Pour la raison du coeur
On ne sait pas vivre sans apprendre à mourir. On disparaît sans même avoir été. On entend mal les anges dans la friture des portables. On n’écoute plus le cœur dans le vacarme des idées. Les abeilles se meurent pour un mauvais butin. Que de crimes commis pour la raison d’état. Que de partage pour la raison du cœur. De chaque côté du monde, il y a toujours de l’inespéré. Il suffit de grimper la pente, de traverser le fleuve, d’ouvrir les parenthèses, de tracer une route, de sortir un crayon, une flûte, un pinceau. Écrire. Lire. Marcher. Je porte l’horizon sur le dos, une géographie tatouée sur la peau. J’habite dans ma voix, de la cave au grenier, de la fosse nasale à la fosse d’orchestre, de l’atome à la flûte, des larmes dans la bouche au ventre des nuages, de la terre aux étoiles. La vie s’assoit sur mes lunettes sans y voir plus loin. Je tiens l’espoir contre mon corps comme une mouette sur la vague. Je sème du soleil dans l’orage, du pain pour l’appétit des yeux, des notes sur de petits carnets. Ne sommes-nous pas nés pour vivre ?

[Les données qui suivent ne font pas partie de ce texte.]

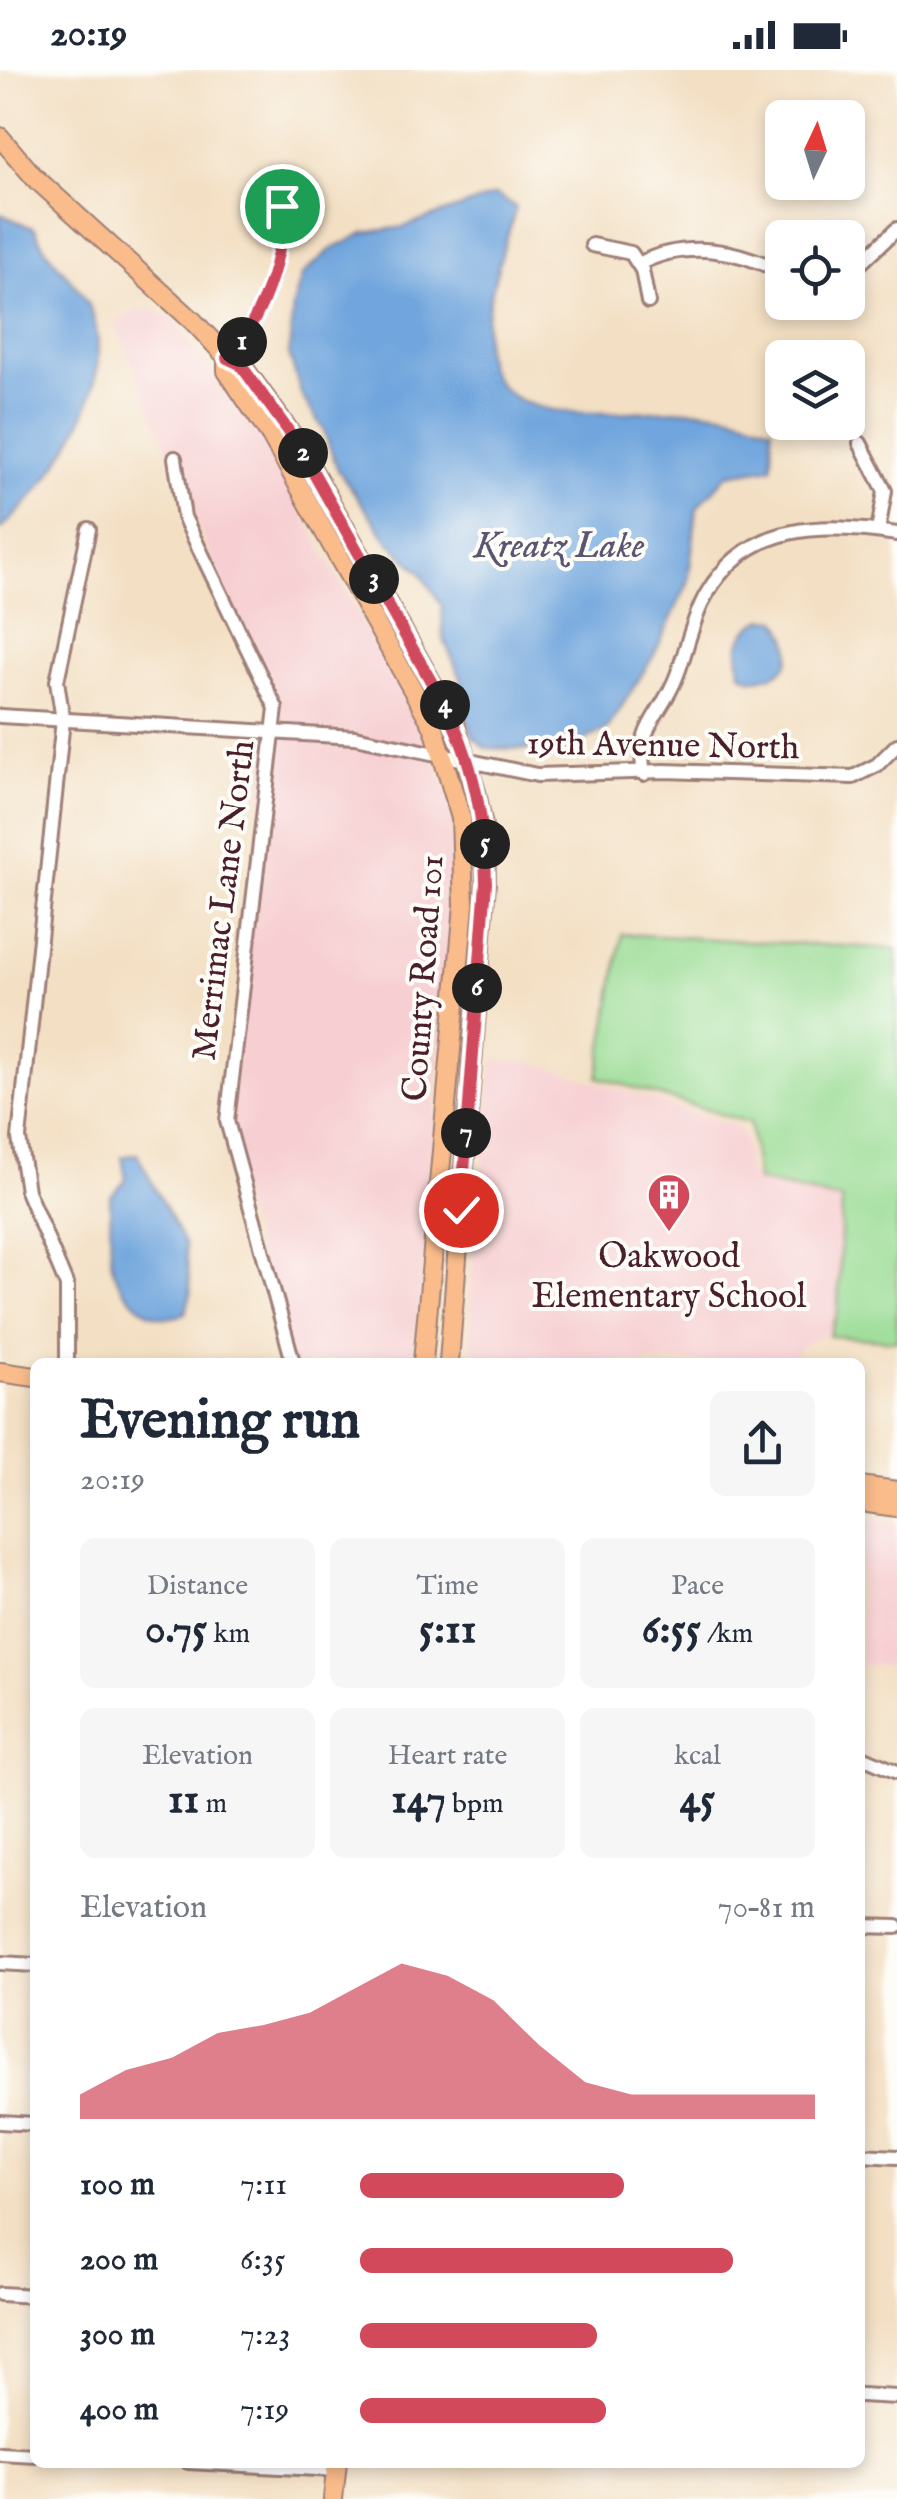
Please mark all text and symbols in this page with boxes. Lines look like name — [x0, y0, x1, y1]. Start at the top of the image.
text: 20:19 — [50, 11, 127, 59]
north arrow — [765, 100, 865, 200]
map controls — [765, 100, 865, 440]
pin — [240, 164, 325, 249]
icon: arrive — [255, 179, 310, 234]
button: locate — [765, 220, 865, 320]
pin: 1 — [217, 317, 267, 367]
text: 1 — [237, 324, 247, 359]
button: layers — [765, 340, 865, 440]
pin: 2 — [278, 428, 328, 478]
text: 2 — [296, 435, 310, 470]
water label: Kreatz Lake — [472, 523, 645, 571]
pin: 3 — [349, 554, 399, 604]
text: 3 — [369, 561, 379, 596]
pin: 4 — [420, 680, 470, 730]
text: 4 — [438, 687, 452, 722]
street label: 19th Avenue North — [526, 722, 800, 771]
street label: Merrimac Lane North — [182, 737, 267, 1063]
pin: 5 — [460, 819, 510, 869]
text: 5 — [480, 826, 490, 861]
street label: County Road 101 — [393, 853, 456, 1103]
pin: 6 — [452, 963, 502, 1013]
text: 6 — [471, 970, 483, 1005]
pin: 7 — [441, 1108, 491, 1158]
text: 7 — [459, 1115, 473, 1150]
pin — [419, 1168, 504, 1253]
building icon: Oakwood Elementary School — [646, 1172, 692, 1233]
icon: check — [434, 1183, 489, 1238]
place label: Oakwood Elementary School — [532, 1235, 807, 1320]
text: Evening run — [80, 1387, 360, 1457]
button: share — [710, 1391, 815, 1496]
text: 20:19 — [80, 1460, 145, 1501]
text: Distance — [147, 1569, 248, 1604]
text: Time — [416, 1569, 479, 1604]
text: Pace — [671, 1569, 724, 1604]
text: 0.75 — [145, 1604, 207, 1657]
text: 5:11 — [419, 1604, 476, 1657]
text: 6:55 — [642, 1604, 701, 1657]
text: km — [207, 1617, 250, 1652]
text: /km — [701, 1617, 753, 1652]
text: Elevation — [142, 1739, 253, 1774]
text: Heart rate — [388, 1739, 507, 1774]
text: kcal — [674, 1739, 721, 1774]
text: 11 — [168, 1774, 199, 1827]
text: 147 — [391, 1774, 446, 1827]
text: 45 — [680, 1774, 715, 1827]
text: m — [199, 1787, 227, 1822]
text: bpm — [446, 1787, 504, 1822]
text: Elevation — [80, 1888, 207, 1929]
text: 70–81 m — [717, 1888, 815, 1929]
text: 100 m — [80, 2165, 155, 2206]
text: 7:11 — [240, 2165, 287, 2206]
text: 200 m — [80, 2240, 158, 2281]
text: 6:35 — [240, 2240, 285, 2281]
text: 300 m — [80, 2315, 155, 2356]
text: 7:23 — [240, 2315, 290, 2356]
text: 400 m — [80, 2390, 159, 2431]
text: 7:19 — [240, 2390, 289, 2431]

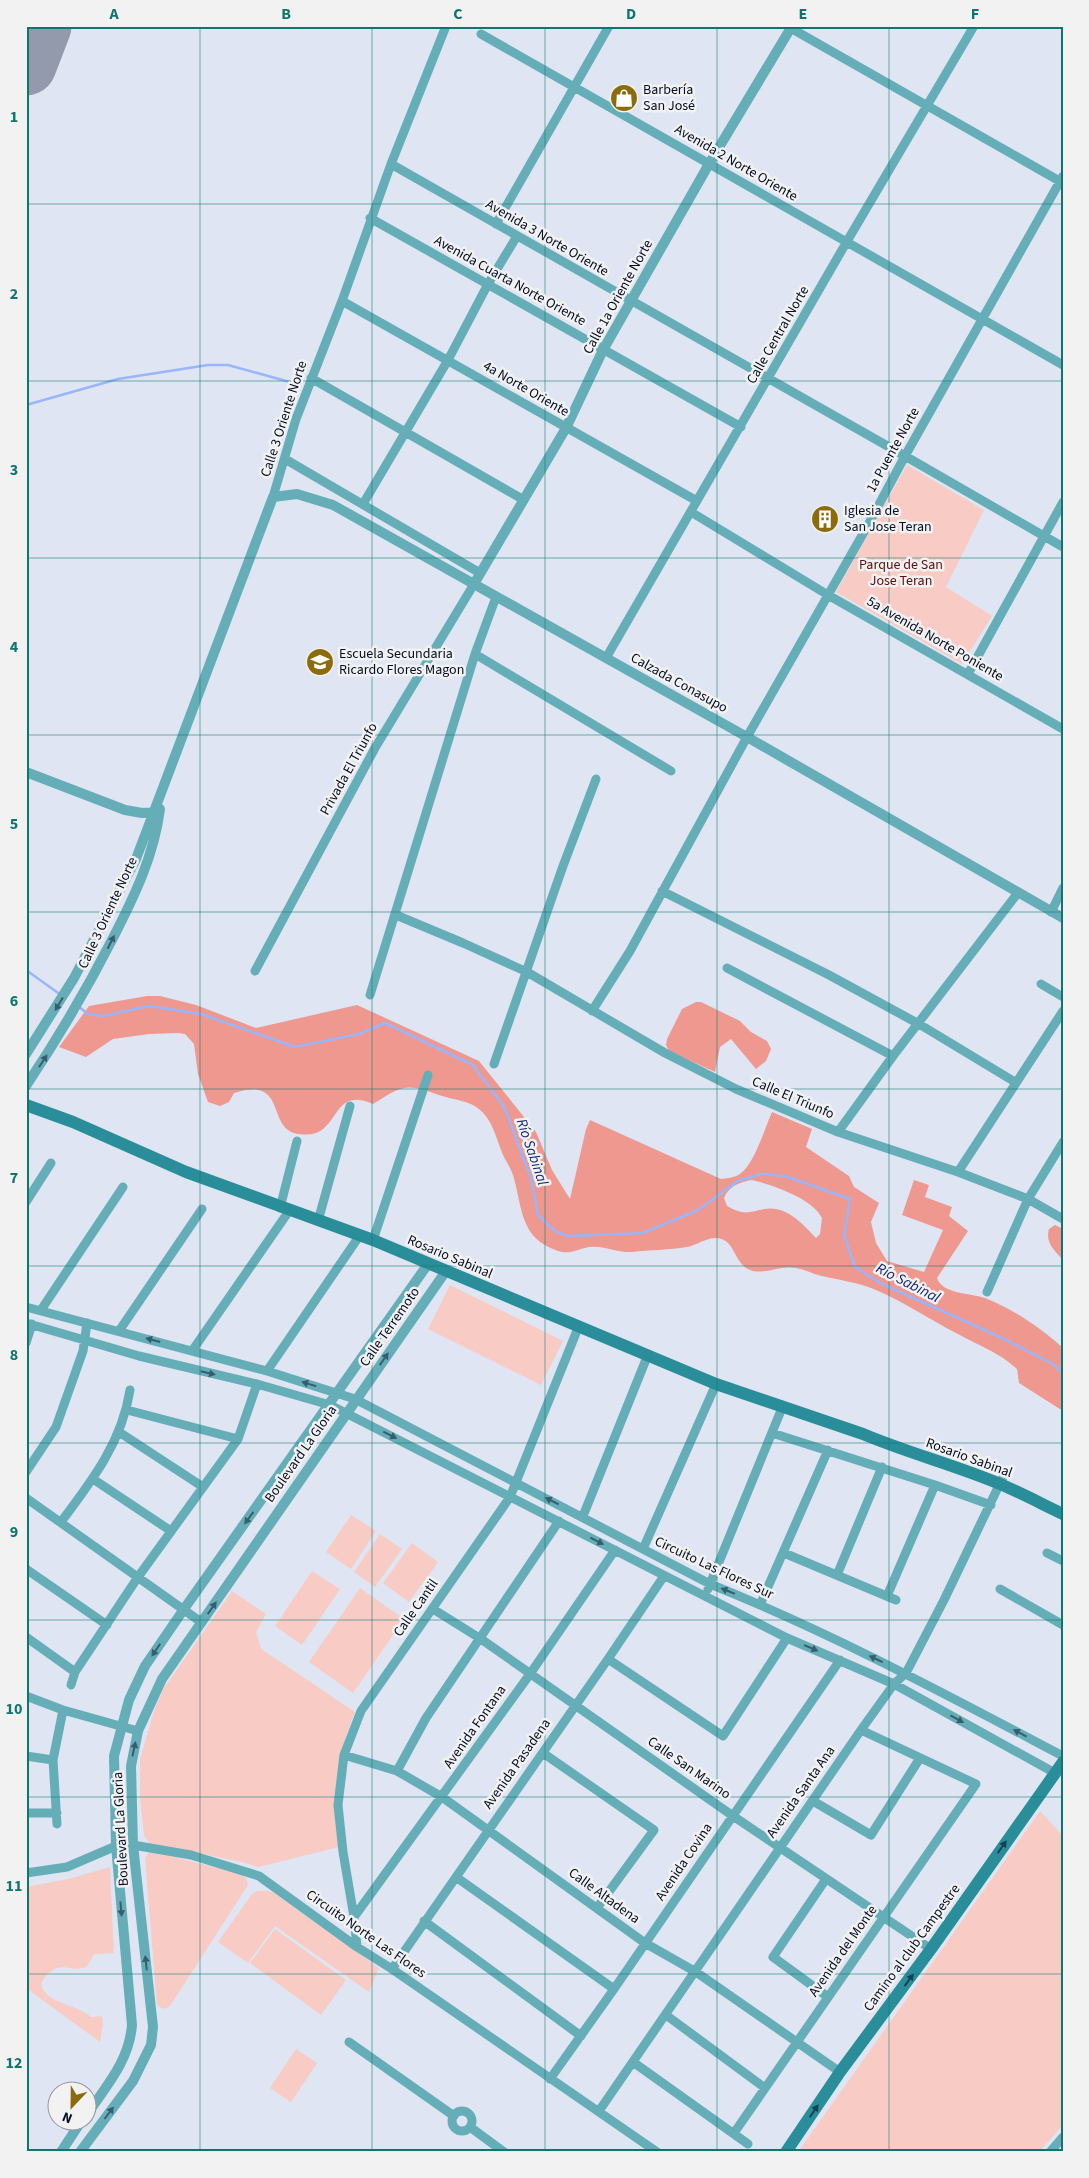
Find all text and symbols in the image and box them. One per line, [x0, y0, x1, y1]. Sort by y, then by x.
text: A [108, 3, 119, 25]
text: B [281, 3, 291, 25]
text: C [453, 3, 463, 25]
text: D [626, 3, 636, 25]
text: E [799, 3, 807, 25]
text: F [971, 3, 979, 25]
place label: Barbería San José [643, 80, 695, 116]
shop icon: Barbería San José [609, 83, 639, 113]
text: 1 [10, 106, 18, 128]
street label: Avenida 2 Norte Oriente [671, 120, 801, 206]
street label: Avenida 3 Norte Oriente [482, 195, 612, 281]
street label: Avenida Cuarta Norte Oriente [430, 231, 590, 331]
street label: Calle 1a Oriente Norte [578, 236, 658, 358]
street label: Calle Central Norte [742, 282, 814, 388]
text: 2 [10, 283, 18, 305]
street label: 4a Norte Oriente [479, 356, 573, 422]
street label: Calle 3 Oriente Norte [256, 358, 312, 480]
street label: 1a Puente Norte [861, 404, 925, 496]
text: 3 [10, 459, 18, 481]
place label: Iglesia de San Jose Teran [844, 501, 932, 537]
building icon: Iglesia de San Jose Teran [810, 504, 840, 534]
park label: Parque de San Jose Teran [859, 555, 943, 591]
street label: 5a Avenida Norte Poniente [863, 592, 1007, 686]
text: 4 [10, 636, 19, 658]
place label: Escuela Secundaria Ricardo Flores Magon [339, 644, 464, 680]
school or university icon: Escuela Secundaria Ricardo Flores Magon [305, 647, 335, 677]
street label: Calzada Conasupo [627, 648, 731, 718]
street label: Privada El Triunfo [315, 719, 383, 819]
text: 5 [10, 813, 18, 835]
street label: Calle 3 Oriente Norte [73, 854, 143, 972]
one-way arrow [107, 935, 115, 949]
text: 6 [10, 990, 18, 1012]
one-way arrow [54, 997, 63, 1010]
one-way arrow [38, 1054, 48, 1068]
street label: Calle El Triunfo [749, 1072, 837, 1124]
water label: Río Sabinal [511, 1116, 553, 1189]
text: 7 [10, 1167, 18, 1189]
street label: Rosario Sabinal [404, 1230, 496, 1284]
water label: Río Sabinal [872, 1258, 944, 1308]
street label: Calle Terremoto [355, 1283, 425, 1371]
one-way arrow [145, 1336, 160, 1344]
text: 8 [10, 1344, 18, 1366]
one-way arrow [379, 1352, 389, 1366]
one-way arrow [201, 1369, 216, 1377]
one-way arrow [302, 1379, 317, 1387]
street label: Boulevard La Gloria [260, 1401, 342, 1507]
one-way arrow [383, 1431, 397, 1439]
street label: Rosario Sabinal [923, 1433, 1016, 1483]
one-way arrow [545, 1497, 559, 1505]
one-way arrow [244, 1511, 254, 1525]
text: 9 [10, 1521, 18, 1543]
street label: Circuito Las Flores Sur [651, 1532, 777, 1604]
one-way arrow [590, 1537, 604, 1545]
street label: Calle Cantil [389, 1575, 443, 1641]
one-way arrow [721, 1587, 735, 1595]
one-way arrow [207, 1601, 217, 1614]
one-way arrow [151, 1644, 161, 1657]
one-way arrow [804, 1645, 818, 1653]
one-way arrow [868, 1654, 883, 1663]
street label: Avenida Fontana [439, 1681, 511, 1773]
text: 10 [6, 1698, 22, 1720]
street label: Avenida Pasadena [478, 1715, 556, 1813]
one-way arrow [950, 1715, 964, 1723]
one-way arrow [1013, 1729, 1026, 1738]
street label: Calle San Marino [643, 1732, 735, 1804]
one-way arrow [131, 1740, 139, 1756]
street label: Avenida Santa Ana [762, 1742, 840, 1842]
street label: Boulevard La Gloria [108, 1771, 134, 1887]
street label: Avenida Covina [651, 1819, 717, 1905]
one-way arrow [997, 1841, 1008, 1854]
street label: Calle Altadena [564, 1863, 644, 1929]
text: 11 [6, 1875, 22, 1897]
street label: Camino al club Campestre [859, 1880, 965, 2016]
street label: Circuito Norte Las Flores [302, 1885, 430, 1983]
one-way arrow [118, 1901, 126, 1917]
street label: Avenida del Monte [804, 1901, 882, 2001]
one-way arrow [141, 1954, 149, 1970]
one-way arrow [903, 1974, 914, 1987]
text: 12 [6, 2052, 22, 2074]
north arrow [48, 2080, 98, 2130]
one-way arrow [809, 2105, 819, 2118]
text: N [59, 2106, 76, 2128]
one-way arrow [104, 2106, 114, 2120]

On n’aime pas les pauvres, les malades, les fous. On n’entend pas les pas d’un homme dans la foule, son cri dans la rumeur des choses. J’écris comme une bête prévoyant l’incendie. Mon crayon est une baguette de sourcier. Il n’y a pas que des idées dans la philosophie. Des fruits poussent dans les branches du cerveau, des neurones en fleurs, des images en pagaille, des plumes d’ange, des regards de fée. Il n’y pas que des arbres dans les bois, des oiseaux dans les nids, des hommes sur la terre. Il n’y a pas que des mots dans un poème, de l’encre sur la page, de l’orage dans l’air. Pour un mot qui enchaîne, un autre nous délivre. Un ciel lavé de frais m’éveille chaque jour. Ce n’est pas la lampe qui peut voir mais celui qui l’allume. Écrire me tient debout. J’ai une échine en bois de frêne parcourue d’une mine. Elle attire les mots comme la limaille sur l’aimant.

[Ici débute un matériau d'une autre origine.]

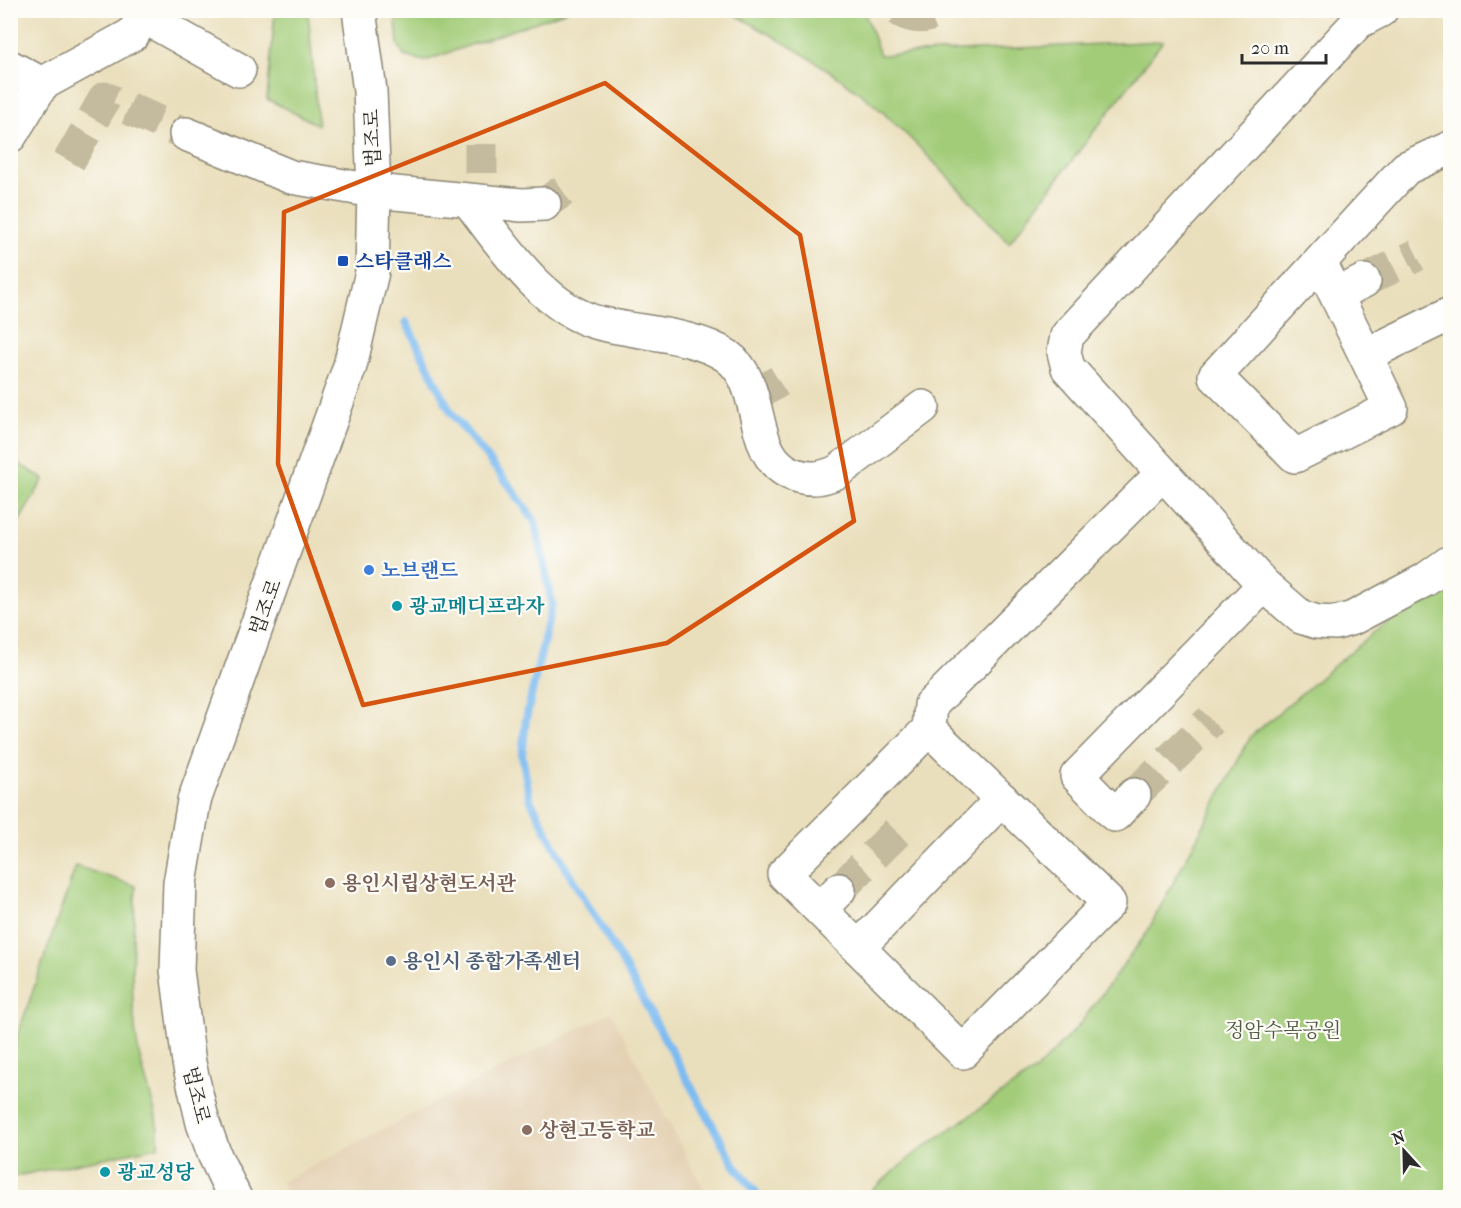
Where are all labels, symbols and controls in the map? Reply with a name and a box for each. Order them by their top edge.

Des spéculateurs de toute sorte ont saboté l’avenir, éventré les montagnes, dilapidé l’azur, l’ozone et le soleil. Je regarde le monde du haut de mes dix ans. Les arbres sont plus grands, les nuages plus près, les anges encore présents. J’agrandis l’univers avec une poignée de sable. Mille déserts à traverser avant la pluie des mots. Mille routes où se perdre avant la première ligne. Tant de cendres à fouiller avant le premier feu. Tant de choses à jeter pour un petit miracle. Les enfants, sous la morsure des balles, dans les mains des bourreaux, réclament encore des contes. Leur espoir infini nous sauve du désastre. Chaque jour, continuer d’écrire, poser des mots sur le silence, des lettres d’or sur le néant, rafraîchir la source, apprivoiser l’orage. Un livre est là sur la table. Le vent tourne les pages, emmêlant toutes les phrases, mélangeant les cédilles avec les virgules, les métaphores avec les oxymores, changeant les fins de phrase en ruisseaux d’encre bleue. Le texte vole en éclats. Je le recouds avec du vieux papier, des graffitis palis, la mauvaise herbe des chemins, de la salive et du courage.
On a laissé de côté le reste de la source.